**WHAT THE EXERCISE ASKS:**
Could you return all of the records exactly as they stand?

**THE RECORDS:**

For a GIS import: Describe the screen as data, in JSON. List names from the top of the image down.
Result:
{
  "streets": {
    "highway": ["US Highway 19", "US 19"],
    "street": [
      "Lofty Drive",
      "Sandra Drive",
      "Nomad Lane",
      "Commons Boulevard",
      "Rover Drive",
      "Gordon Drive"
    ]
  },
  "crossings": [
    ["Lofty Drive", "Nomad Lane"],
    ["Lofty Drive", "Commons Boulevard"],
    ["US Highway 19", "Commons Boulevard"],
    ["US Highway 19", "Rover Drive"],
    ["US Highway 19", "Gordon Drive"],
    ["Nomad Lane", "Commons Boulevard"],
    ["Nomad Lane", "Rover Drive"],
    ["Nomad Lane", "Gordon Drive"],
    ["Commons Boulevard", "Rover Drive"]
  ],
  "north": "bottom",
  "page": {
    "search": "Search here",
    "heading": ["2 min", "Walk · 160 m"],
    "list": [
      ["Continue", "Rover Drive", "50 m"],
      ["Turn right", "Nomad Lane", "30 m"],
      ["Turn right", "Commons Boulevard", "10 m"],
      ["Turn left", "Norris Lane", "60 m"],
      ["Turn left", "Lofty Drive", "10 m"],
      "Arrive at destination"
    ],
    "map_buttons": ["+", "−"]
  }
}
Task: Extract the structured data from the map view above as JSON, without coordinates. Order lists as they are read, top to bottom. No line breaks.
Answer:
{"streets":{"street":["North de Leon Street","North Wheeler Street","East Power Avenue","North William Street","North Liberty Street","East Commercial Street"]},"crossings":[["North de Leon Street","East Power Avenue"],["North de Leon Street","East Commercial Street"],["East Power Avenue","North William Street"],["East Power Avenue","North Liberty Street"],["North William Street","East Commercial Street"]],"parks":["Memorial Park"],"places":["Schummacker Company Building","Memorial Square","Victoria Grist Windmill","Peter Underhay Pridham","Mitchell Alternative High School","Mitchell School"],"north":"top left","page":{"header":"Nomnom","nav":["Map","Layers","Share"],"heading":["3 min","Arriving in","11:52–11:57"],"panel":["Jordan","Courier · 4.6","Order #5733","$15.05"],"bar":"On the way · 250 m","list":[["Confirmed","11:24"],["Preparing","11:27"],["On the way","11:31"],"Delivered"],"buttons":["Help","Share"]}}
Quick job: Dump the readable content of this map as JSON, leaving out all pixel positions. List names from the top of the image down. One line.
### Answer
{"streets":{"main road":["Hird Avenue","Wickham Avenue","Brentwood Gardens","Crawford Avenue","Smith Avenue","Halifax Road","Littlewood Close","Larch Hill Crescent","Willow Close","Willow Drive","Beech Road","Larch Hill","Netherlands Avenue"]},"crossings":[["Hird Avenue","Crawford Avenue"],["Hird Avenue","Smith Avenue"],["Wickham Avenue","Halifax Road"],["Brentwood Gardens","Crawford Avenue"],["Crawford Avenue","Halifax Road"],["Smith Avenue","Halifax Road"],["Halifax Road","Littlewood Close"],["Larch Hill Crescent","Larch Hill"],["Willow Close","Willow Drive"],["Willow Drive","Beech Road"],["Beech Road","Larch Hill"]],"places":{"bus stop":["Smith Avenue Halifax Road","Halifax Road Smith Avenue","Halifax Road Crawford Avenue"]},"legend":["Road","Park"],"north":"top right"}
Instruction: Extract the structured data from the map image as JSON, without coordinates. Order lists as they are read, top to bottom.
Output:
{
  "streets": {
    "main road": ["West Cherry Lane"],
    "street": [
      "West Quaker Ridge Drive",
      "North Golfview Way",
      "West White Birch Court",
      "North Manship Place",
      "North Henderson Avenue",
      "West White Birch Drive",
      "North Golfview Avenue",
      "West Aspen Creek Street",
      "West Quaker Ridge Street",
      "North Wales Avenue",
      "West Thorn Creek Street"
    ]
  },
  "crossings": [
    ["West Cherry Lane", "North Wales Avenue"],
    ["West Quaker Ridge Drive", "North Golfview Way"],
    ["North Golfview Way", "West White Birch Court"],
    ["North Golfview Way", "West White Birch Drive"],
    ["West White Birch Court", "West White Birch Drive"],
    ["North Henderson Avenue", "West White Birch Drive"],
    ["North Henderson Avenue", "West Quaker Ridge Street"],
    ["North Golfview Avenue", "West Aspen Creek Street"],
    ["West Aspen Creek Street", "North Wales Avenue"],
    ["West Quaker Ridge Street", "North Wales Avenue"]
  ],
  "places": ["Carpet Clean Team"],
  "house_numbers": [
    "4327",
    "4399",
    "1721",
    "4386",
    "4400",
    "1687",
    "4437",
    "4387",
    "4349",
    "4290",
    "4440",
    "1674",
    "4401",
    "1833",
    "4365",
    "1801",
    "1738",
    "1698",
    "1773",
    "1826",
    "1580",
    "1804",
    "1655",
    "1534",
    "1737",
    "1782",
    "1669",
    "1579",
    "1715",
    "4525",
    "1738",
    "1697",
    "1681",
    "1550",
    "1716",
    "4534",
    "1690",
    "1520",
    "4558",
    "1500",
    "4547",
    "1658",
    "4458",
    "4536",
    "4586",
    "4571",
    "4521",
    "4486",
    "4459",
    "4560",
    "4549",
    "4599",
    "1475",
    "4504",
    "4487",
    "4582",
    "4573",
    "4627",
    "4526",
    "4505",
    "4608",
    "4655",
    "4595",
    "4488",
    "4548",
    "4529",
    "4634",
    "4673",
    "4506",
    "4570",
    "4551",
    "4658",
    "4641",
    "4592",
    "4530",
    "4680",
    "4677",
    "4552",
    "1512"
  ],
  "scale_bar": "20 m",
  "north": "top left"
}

**RESPONSE TO THIS EXERCISE:**
For a GIS import: Describe the screen as data, in JSON. List names from the top of the image down.
Result:
{
  "streets": {
    "highway": ["US Highway 19", "US 19"],
    "street": [
      "Lofty Drive",
      "Sandra Drive",
      "Nomad Lane",
      "Commons Boulevard",
      "Rover Drive",
      "Gordon Drive"
    ]
  },
  "crossings": [
    ["Lofty Drive", "Nomad Lane"],
    ["Lofty Drive", "Commons Boulevard"],
    ["US Highway 19", "Commons Boulevard"],
    ["US Highway 19", "Rover Drive"],
    ["US Highway 19", "Gordon Drive"],
    ["Nomad Lane", "Commons Boulevard"],
    ["Nomad Lane", "Rover Drive"],
    ["Nomad Lane", "Gordon Drive"],
    ["Commons Boulevard", "Rover Drive"]
  ],
  "north": "bottom",
  "page": {
    "search": "Search here",
    "heading": ["2 min", "Walk · 160 m"],
    "list": [
      ["Continue", "Rover Drive", "50 m"],
      ["Turn right", "Nomad Lane", "30 m"],
      ["Turn right", "Commons Boulevard", "10 m"],
      ["Turn left", "Norris Lane", "60 m"],
      ["Turn left", "Lofty Drive", "10 m"],
      "Arrive at destination"
    ],
    "map_buttons": ["+", "−"]
  }
}
Task: Extract the structured data from the map view above as JSON, without coordinates. Order lists as they are read, top to bottom. No line breaks.
Answer:
{"streets":{"street":["North de Leon Street","North Wheeler Street","East Power Avenue","North William Street","North Liberty Street","East Commercial Street"]},"crossings":[["North de Leon Street","East Power Avenue"],["North de Leon Street","East Commercial Street"],["East Power Avenue","North William Street"],["East Power Avenue","North Liberty Street"],["North William Street","East Commercial Street"]],"parks":["Memorial Park"],"places":["Schummacker Company Building","Memorial Square","Victoria Grist Windmill","Peter Underhay Pridham","Mitchell Alternative High School","Mitchell School"],"north":"top left","page":{"header":"Nomnom","nav":["Map","Layers","Share"],"heading":["3 min","Arriving in","11:52–11:57"],"panel":["Jordan","Courier · 4.6","Order #5733","$15.05"],"bar":"On the way · 250 m","list":[["Confirmed","11:24"],["Preparing","11:27"],["On the way","11:31"],"Delivered"],"buttons":["Help","Share"]}}
Quick job: Dump the readable content of this map as JSON, leaving out all pixel positions. List names from the top of the image down. One line.
### Answer
{"streets":{"main road":["Hird Avenue","Wickham Avenue","Brentwood Gardens","Crawford Avenue","Smith Avenue","Halifax Road","Littlewood Close","Larch Hill Crescent","Willow Close","Willow Drive","Beech Road","Larch Hill","Netherlands Avenue"]},"crossings":[["Hird Avenue","Crawford Avenue"],["Hird Avenue","Smith Avenue"],["Wickham Avenue","Halifax Road"],["Brentwood Gardens","Crawford Avenue"],["Crawford Avenue","Halifax Road"],["Smith Avenue","Halifax Road"],["Halifax Road","Littlewood Close"],["Larch Hill Crescent","Larch Hill"],["Willow Close","Willow Drive"],["Willow Drive","Beech Road"],["Beech Road","Larch Hill"]],"places":{"bus stop":["Smith Avenue Halifax Road","Halifax Road Smith Avenue","Halifax Road Crawford Avenue"]},"legend":["Road","Park"],"north":"top right"}
Instruction: Extract the structured data from the map image as JSON, without coordinates. Order lists as they are read, top to bottom.
Output:
{
  "streets": {
    "main road": ["West Cherry Lane"],
    "street": [
      "West Quaker Ridge Drive",
      "North Golfview Way",
      "West White Birch Court",
      "North Manship Place",
      "North Henderson Avenue",
      "West White Birch Drive",
      "North Golfview Avenue",
      "West Aspen Creek Street",
      "West Quaker Ridge Street",
      "North Wales Avenue",
      "West Thorn Creek Street"
    ]
  },
  "crossings": [
    ["West Cherry Lane", "North Wales Avenue"],
    ["West Quaker Ridge Drive", "North Golfview Way"],
    ["North Golfview Way", "West White Birch Court"],
    ["North Golfview Way", "West White Birch Drive"],
    ["West White Birch Court", "West White Birch Drive"],
    ["North Henderson Avenue", "West White Birch Drive"],
    ["North Henderson Avenue", "West Quaker Ridge Street"],
    ["North Golfview Avenue", "West Aspen Creek Street"],
    ["West Aspen Creek Street", "North Wales Avenue"],
    ["West Quaker Ridge Street", "North Wales Avenue"]
  ],
  "places": ["Carpet Clean Team"],
  "house_numbers": [
    "4327",
    "4399",
    "1721",
    "4386",
    "4400",
    "1687",
    "4437",
    "4387",
    "4349",
    "4290",
    "4440",
    "1674",
    "4401",
    "1833",
    "4365",
    "1801",
    "1738",
    "1698",
    "1773",
    "1826",
    "1580",
    "1804",
    "1655",
    "1534",
    "1737",
    "1782",
    "1669",
    "1579",
    "1715",
    "4525",
    "1738",
    "1697",
    "1681",
    "1550",
    "1716",
    "4534",
    "1690",
    "1520",
    "4558",
    "1500",
    "4547",
    "1658",
    "4458",
    "4536",
    "4586",
    "4571",
    "4521",
    "4486",
    "4459",
    "4560",
    "4549",
    "4599",
    "1475",
    "4504",
    "4487",
    "4582",
    "4573",
    "4627",
    "4526",
    "4505",
    "4608",
    "4655",
    "4595",
    "4488",
    "4548",
    "4529",
    "4634",
    "4673",
    "4506",
    "4570",
    "4551",
    "4658",
    "4641",
    "4592",
    "4530",
    "4680",
    "4677",
    "4552",
    "1512"
  ],
  "scale_bar": "20 m",
  "north": "top left"
}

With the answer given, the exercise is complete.